◆ What you have to do ◆
Which lines of the data contain the string "class"? Show each of them.

Items listed in a dataset
.....

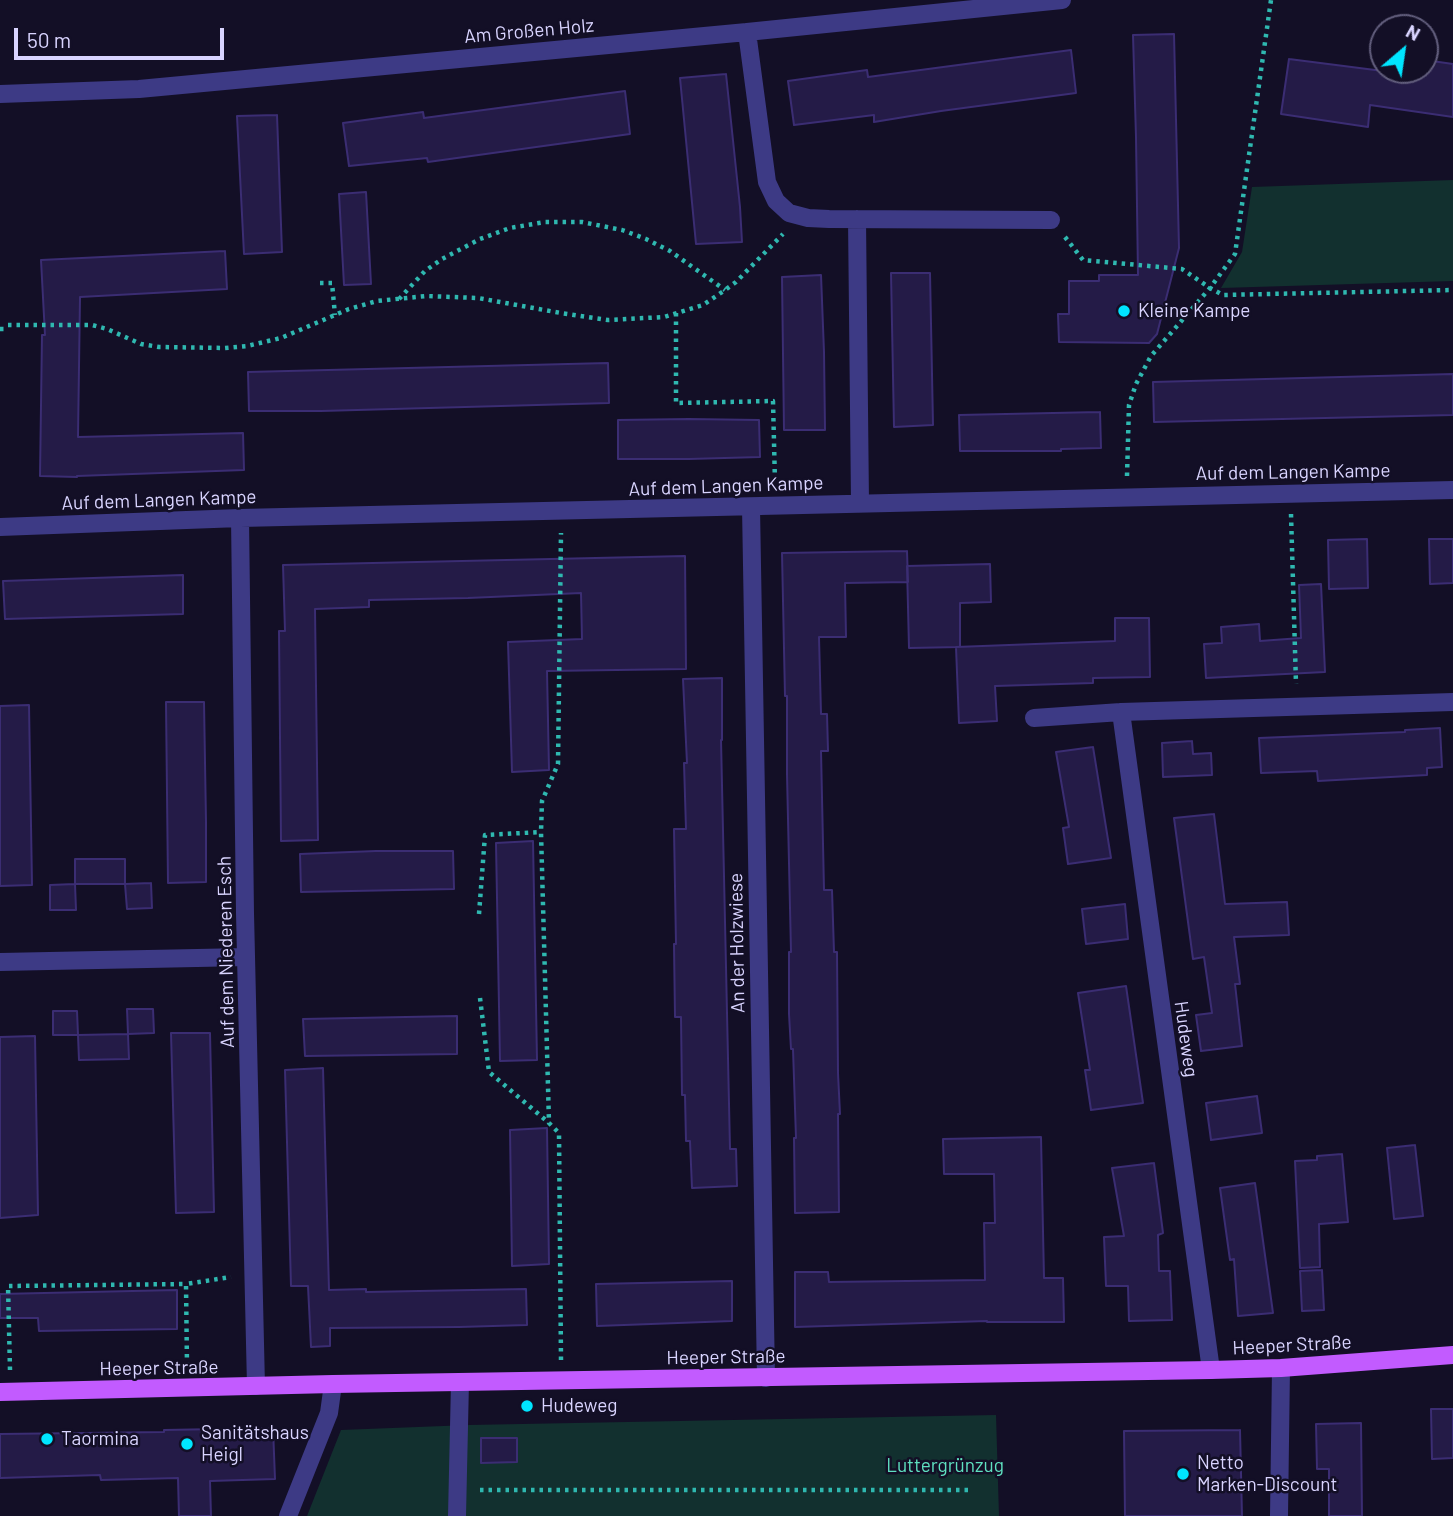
<!DOCTYPE html>
<html>
<head>
<meta charset="utf-8">
<style>
	body { margin:0 }
	#map { position:relative; width:1453px; height:1516px; overflow:hidden; background:#130f26; font-family:Barlow,sans-serif }
	canvas { display:block }
	.north { position:absolute; left:1369px; top:14px; width:70px; height:70px; box-sizing:border-box; background:#130f26; border:2px solid #625e7d; border-radius:50%; rotate:29deg; font-size:19px; font-weight:700; line-height:28px; text-align:center; color:#d9d4ff }
	.north::after { content:''; display:block; margin:auto; width:24px; height:32px; background:#00e5ff; clip-path:polygon(50% 0,100% 100%,50% 72%,0 100%) }
	.scale { position:absolute; left:14px; top:28px; width:210px; height:32px; box-sizing:border-box; border:4px solid #d9d4ff; border-top:0; padding-left:9px; font-size:21px; line-height:24px; white-space:nowrap; color:#d9d4ff; -webkit-text-stroke:5px #130f26; paint-order:stroke }
</style>
</head>
<body>
<div id="map">
<canvas width="1453" height="1516"></canvas>
<div class="north">N</div>
<div class="scale">50 m</div>
</div>
<script>
const ctx = document.querySelector('canvas').getContext('2d');
ctx.lineJoin = 'round';
function paint(path, color) { ctx.fillStyle = color; ctx.fill(path, 'evenodd'); }
const poly = rows => new Path2D(rows.map(r => 'M' + r).join(''));
function stroke(path, color, width, dash) { ctx.strokeStyle = color; ctx.lineWidth = width; ctx.lineCap = dash ? 'butt' : 'round'; ctx.setLineDash(dash || []); ctx.stroke(path); }
function drawText(font, color, halo, rows, align = 'center') {
  ctx.font = font + ' Barlow,sans-serif'; ctx.lineWidth = 5; ctx.setLineDash([]); ctx.textBaseline = 'middle'; ctx.strokeStyle = halo; ctx.fillStyle = color; for (const [text, x, y, turn = 0] of rows) {
    ctx.save(); ctx.translate(x, y); ctx.rotate((+turn || 0) * Math.PI / 180); ctx.textAlign = isNaN(turn) ? turn : align; if (halo) ctx.strokeText(text, 0, 0); ctx.fillText(text, 0, 0); ctx.restore();
  }
}
paint(poly([
	[1453,180,1453,281,1221,288,1242,252,1252,187],
	[996,1415,999,1516,307,1516,341,1430,469,1425]
]), '#12302f');
const building = poly([
	[1174,34,1179,248,1157,334,1149,343,1059,342,1058,314,1069,314,1069,281,1099,281,1099,275,1138,275,1136,137,1133,35,1174,34],
	[1071,50,1076,93,941,111,874,122,874,115,794,125,788,81,867,70,868,77,1071,50],
	[1289,59,1375,70,1425,70,1425,60,1453,64,1453,117,1370,105,1368,127,1281,114,1289,59],
	[726,74,740,207,742,242,696,244,680,78,726,74],
	[625,91,630,134,428,162,427,158,349,166,343,123,423,112,424,118,625,91],
	[277,115,282,252,244,254,237,116,277,115],
	[366,192,371,284,344,285,339,194,366,192],
	[225,251,227,289,80,297,78,437,243,433,244,470,77,476,77,477,40,476,42,335,45,335,41,260,225,251],
	[891,273,930,273,933,425,894,427,891,273],
	[821,275,824,352,825,430,784,430,782,277,821,275],
	[608,363,609,403,321,411,249,411,248,372,608,363],
	[1453,374,1453,415,1154,422,1153,382,1453,374],
	[1100,412,1101,448,1061,449,1061,451,960,451,959,415,1100,412],
	[689,419,759,420,760,457,689,459,618,459,618,420,689,419],
	[1367,539,1368,588,1329,589,1328,540,1367,539],
	[1429,539,1453,539,1453,583,1430,584,1429,539],
	[907,551,908,582,845,583,846,637,819,637,821,714,827,714,828,751,821,751,824,890,832,890,834,952,837,952,838,1073,840,1114,838,1114,839,1212,795,1213,794,1138,796,1138,793,1049,791,1049,789,1014,789,952,791,952,787,774,787,696,785,696,782,553,907,551],
	[685,556,686,669,547,671,549,770,512,772,508,642,582,639,581,593,468,598,369,600,369,607,315,609,318,840,281,841,279,631,285,631,283,565,685,556],
	[990,564,991,602,960,603,960,647,909,648,907,566,990,564],
	[183,575,183,614,5,619,3,581,183,575],
	[1321,584,1325,672,1206,678,1204,644,1222,643,1221,627,1259,624,1260,641,1301,638,1299,585,1321,584],
	[1115,618,1149,618,1150,677,1093,678,1093,683,995,686,997,721,959,723,956,647,1115,641,1115,618],
	[722,678,722,740,721,740,730,1149,736,1149,737,1186,692,1188,690,1141,686,1141,685,1095,682,1095,681,1017,675,1017,674,944,676,944,674,829,686,829,684,763,687,763,683,679,722,678],
	[166,702,204,702,206,822,206,882,168,883,166,702],
	[29,705,32,885,0,886,0,706,29,705],
	[1440,728,1442,767,1427,768,1427,775,1318,781,1317,771,1261,773,1259,738,1405,732,1405,730,1440,728],
	[1192,741,1193,754,1211,753,1212,775,1163,777,1162,743,1192,741],
	[1093,747,1111,858,1068,864,1063,828,1069,827,1056,752,1093,747],
	[1214,814,1225,904,1287,902,1289,935,1234,937,1240,984,1235,984,1242,1046,1201,1051,1196,1015,1212,1013,1204,957,1193,959,1174,818,1214,814],
	[533,841,537,1060,500,1061,496,843,533,841],
	[376,851,453,851,454,889,301,892,300,854,376,851],
	[75,859,125,859,125,884,75,884,75,859],
	[151,883,152,908,127,909,125,884,151,883],
	[75,884,76,910,50,910,50,885,75,884],
	[1125,904,1128,939,1086,944,1082,909,1125,904],
	[1126,986,1143,1103,1091,1110,1085,1070,1090,1070,1078,993,1126,986],
	[127,1009,153,1009,154,1033,128,1034,127,1009],
	[53,1011,77,1011,78,1035,53,1035,53,1011],
	[457,1016,457,1054,305,1056,303,1019,457,1016],
	[171,1033,210,1033,214,1212,176,1213,171,1033],
	[128,1034,129,1059,79,1060,78,1035,128,1034],
	[35,1036,38,1215,0,1218,0,1037,35,1036],
	[323,1068,329,1290,366,1289,366,1292,526,1289,527,1325,459,1327,330,1328,330,1346,311,1347,308,1286,291,1286,285,1070,323,1068],
	[1257,1096,1262,1133,1211,1140,1206,1103,1257,1096],
	[547,1128,549,1264,512,1266,510,1130,547,1128],
	[1041,1137,1044,1278,1063,1278,1064,1322,987,1322,987,1321,795,1327,795,1272,828,1272,829,1282,985,1280,984,1223,995,1223,994,1174,944,1174,943,1139,1041,1137],
	[1415,1145,1423,1216,1394,1219,1387,1148,1415,1145],
	[1342,1154,1348,1222,1319,1224,1320,1267,1300,1268,1295,1161,1317,1160,1317,1156,1342,1154],
	[1154,1163,1163,1233,1158,1235,1159,1271,1170,1271,1172,1320,1129,1321,1128,1286,1106,1286,1104,1237,1124,1236,1112,1168,1154,1163],
	[1255,1183,1273,1313,1238,1316,1234,1259,1230,1260,1220,1188,1255,1183],
	[1322,1270,1324,1310,1302,1311,1300,1271,1322,1270],
	[732,1281,732,1321,597,1326,596,1284,732,1281],
	[177,1290,177,1329,39,1331,38,1318,0,1318,0,1294,177,1290],
	[1431,1409,1453,1409,1453,1458,1432,1459,1431,1409],
	[1361,1423,1362,1516,1329,1516,1329,1469,1317,1469,1316,1424,1361,1423],
	[273,1428,275,1479,210,1481,211,1516,179,1516,178,1478,101,1480,100,1475,0,1478,0,1434,164,1432,164,1430,273,1428],
	[1240,1430,1242,1516,1125,1516,1124,1431,1240,1430],
	[481,1438,517,1438,517,1462,481,1463,481,1438]
]);
paint(building, '#241b47');
stroke(building, '#3b2d73', 2);
stroke(poly([
	[1065,237,1083,260,1182,269,1210,288,1223,295,1453,290],
	[320,283,332,283,335,315],
	[399,299,425,271,442,259,480,239,510,228,545,222,582,222,622,230,646,239,670,251,725,290],
	[676,313,676,403,773,401,775,483],
	[8,325,92,325,107,329,141,344,159,347,225,348,247,346,281,338,349,309,377,301,426,296,478,298,561,313,608,320,664,317,703,305,725,290,736,282,783,234],
	[0,329,8,329],
	[1127,476,1129,405,1136,384,1151,356,1210,288,1235,254,1271,0],
	[1291,514,1296,684],
	[479,914,485,835,541,832],
	[480,998,489,1072,549,1123],
	[561,1360,559,1133,549,1123,541,832,542,801,558,764,561,533],
	[187,1366,186,1284,231,1277],
	[10,1370,8,1286,186,1284],
	[480,1490,971,1490]
]), '#2fb8b0', 4.5, [3.5, 5]);
stroke(poly([
	[747,32,767,182,776,201,789,213,808,218,829,219,1051,220],
	[0,94,139,89,747,32,1062,0],
	[857,219,860,503],
	[751,507,766,1378],
	[240,518,245,913,256,1386],
	[0,527,240,518,1453,490],
	[1121,712,1211,1370],
	[1034,718,1121,712,1453,702],
	[0,962,246,957],
	[288,1516,329,1413,333,1384],
	[457,1516,460,1382],
	[1279,1516,1281,1368]
]), '#3d3a85', 18);
stroke(poly([
	[0,1392,333,1384,1211,1370,1281,1368,1453,1355]
]), '#c25bff', 18);
for (const [x, y, r, color] of [
	[1124,311,7,"#00e5ff"],
	[527,1406,7,"#00e5ff"],
	[47,1439,7,"#00e5ff"],
	[187,1444,7,"#00e5ff"],
	[1183,1474,7,"#00e5ff"]
]) { const dot = new Path2D(); dot.arc(x, y, r, 0, 2 * Math.PI); ctx.fillStyle = color; ctx.fill(dot); stroke(dot, '#130f26', 2.5); }
drawText('19px', '#d9d4ff', '#130f26', [
	["Am Großen Holz",529,31,-5],
	["Auf dem Langen Kampe",1293,472,-1],
	["Auf dem Langen Kampe",726,486,-2],
	["Auf dem Langen Kampe",159,500,-2],
	["An der Holzwiese",737,943,-91],
	["Auf dem Niederen Esch",226,952,-91],
	["Hudeweg",1186,1039,82],
	["Heeper Straße",1292,1345,-3],
	["Heeper Straße",726,1357,-1],
	["Heeper Straße",159,1368,-1]
]);
drawText('19px', '#d9d4ff', '#130f26', [
	["Kleine Kampe",1138,311],
	["Hudeweg",541,1406],
	["Sanitätshaus",201,1433],
	["Heigl",201,1455],
	["Taormina",61,1439],
	["Netto",1197,1463],
	["Marken-Discount",1197,1485]
], 'left');
drawText('19px', '#5fe0c0', '#130f26', [
	["Luttergrünzug",945,1466]
]);
</script>
</body>
</html>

.....

◆ Written response ◆
<div class="north">N</div>
<div class="scale">50 m</div>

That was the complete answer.